_What you will do_. Which lines in the data below contain the string "lineWidth"? Show each one.

┌─ Data excerpts

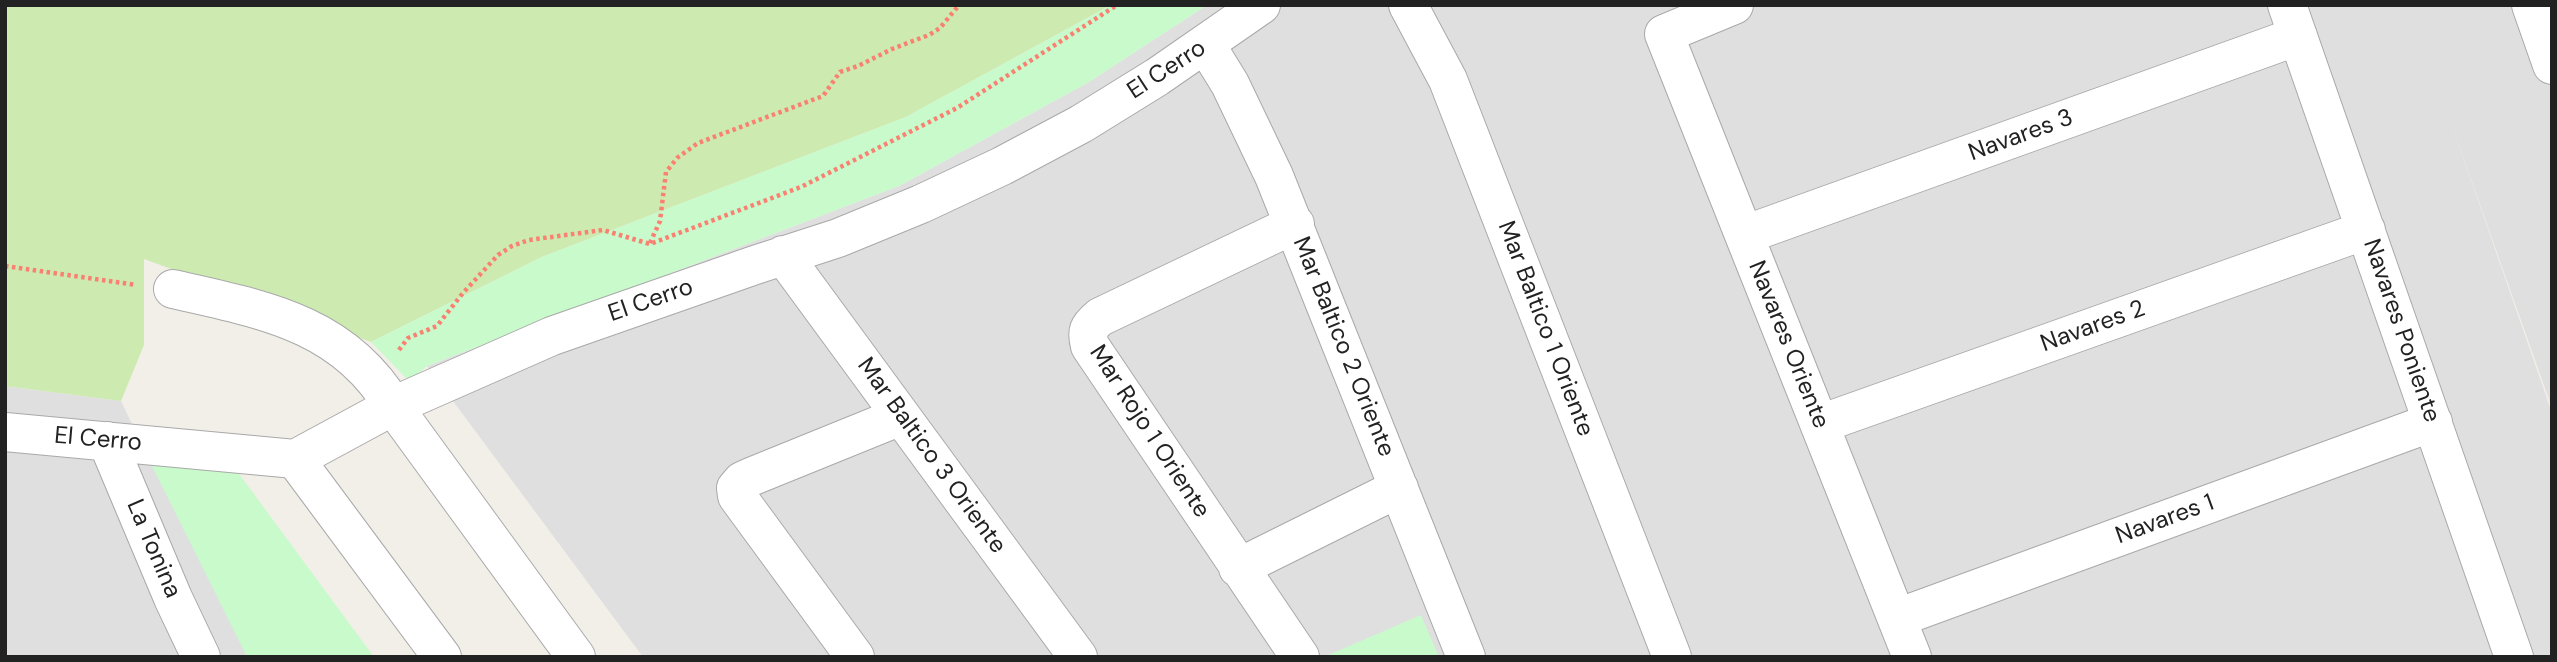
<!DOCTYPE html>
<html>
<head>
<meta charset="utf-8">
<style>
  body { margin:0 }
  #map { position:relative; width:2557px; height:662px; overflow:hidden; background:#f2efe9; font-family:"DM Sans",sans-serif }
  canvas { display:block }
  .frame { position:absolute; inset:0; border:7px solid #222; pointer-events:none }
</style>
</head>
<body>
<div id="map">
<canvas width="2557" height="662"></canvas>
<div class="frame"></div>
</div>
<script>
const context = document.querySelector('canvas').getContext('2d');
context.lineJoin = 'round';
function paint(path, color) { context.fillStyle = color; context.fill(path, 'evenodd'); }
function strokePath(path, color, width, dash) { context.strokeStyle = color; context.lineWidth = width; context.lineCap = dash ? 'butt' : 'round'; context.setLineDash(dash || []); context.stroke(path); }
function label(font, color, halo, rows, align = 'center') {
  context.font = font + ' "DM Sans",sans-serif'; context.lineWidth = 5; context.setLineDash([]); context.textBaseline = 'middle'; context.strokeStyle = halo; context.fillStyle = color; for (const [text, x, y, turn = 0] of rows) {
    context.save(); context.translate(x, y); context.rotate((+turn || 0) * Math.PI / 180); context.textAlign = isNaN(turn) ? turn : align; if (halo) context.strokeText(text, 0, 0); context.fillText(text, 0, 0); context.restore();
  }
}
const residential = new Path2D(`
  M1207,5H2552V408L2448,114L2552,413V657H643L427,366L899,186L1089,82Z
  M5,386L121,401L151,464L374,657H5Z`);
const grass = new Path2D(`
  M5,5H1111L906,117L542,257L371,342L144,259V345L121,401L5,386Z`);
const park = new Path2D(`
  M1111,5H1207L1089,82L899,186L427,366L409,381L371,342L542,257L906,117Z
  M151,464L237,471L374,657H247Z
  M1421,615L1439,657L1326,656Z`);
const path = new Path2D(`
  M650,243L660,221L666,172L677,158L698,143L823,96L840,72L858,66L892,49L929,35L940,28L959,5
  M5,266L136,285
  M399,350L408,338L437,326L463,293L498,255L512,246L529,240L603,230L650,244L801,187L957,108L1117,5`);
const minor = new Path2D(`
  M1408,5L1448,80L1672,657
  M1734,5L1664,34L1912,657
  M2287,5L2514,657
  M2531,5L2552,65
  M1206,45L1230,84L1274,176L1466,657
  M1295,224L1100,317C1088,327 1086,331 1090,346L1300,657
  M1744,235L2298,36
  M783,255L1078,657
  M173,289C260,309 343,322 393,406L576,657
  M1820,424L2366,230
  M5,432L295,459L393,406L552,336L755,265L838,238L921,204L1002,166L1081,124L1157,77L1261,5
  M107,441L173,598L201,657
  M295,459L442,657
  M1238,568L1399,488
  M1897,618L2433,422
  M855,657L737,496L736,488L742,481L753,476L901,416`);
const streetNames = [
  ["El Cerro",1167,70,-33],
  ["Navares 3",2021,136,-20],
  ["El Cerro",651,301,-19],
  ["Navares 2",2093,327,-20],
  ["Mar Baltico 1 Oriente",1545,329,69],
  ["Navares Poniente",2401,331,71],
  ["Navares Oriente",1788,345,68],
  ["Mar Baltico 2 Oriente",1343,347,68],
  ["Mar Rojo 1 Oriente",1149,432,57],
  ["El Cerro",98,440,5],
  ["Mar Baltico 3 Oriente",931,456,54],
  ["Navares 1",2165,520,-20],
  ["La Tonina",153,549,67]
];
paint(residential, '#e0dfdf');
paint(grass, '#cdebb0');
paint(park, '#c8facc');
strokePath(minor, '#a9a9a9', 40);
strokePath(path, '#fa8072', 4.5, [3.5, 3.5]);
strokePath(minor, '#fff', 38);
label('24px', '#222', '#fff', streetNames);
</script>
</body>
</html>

└─

_Solution to this exercise_.
function strokePath(path, color, width, dash) { context.strokeStyle = color; context.lineWidth = width; context.lineCap = dash ? 'butt' : 'round'; context.setLineDash(dash || []); context.stroke(path); }
  context.font = font + ' "DM Sans",sans-serif'; context.lineWidth = 5; context.setLineDash([]); context.textBaseline = 'middle'; context.strokeStyle = halo; context.fillStyle = color; for (const [text, x, y, turn = 0] of rows) {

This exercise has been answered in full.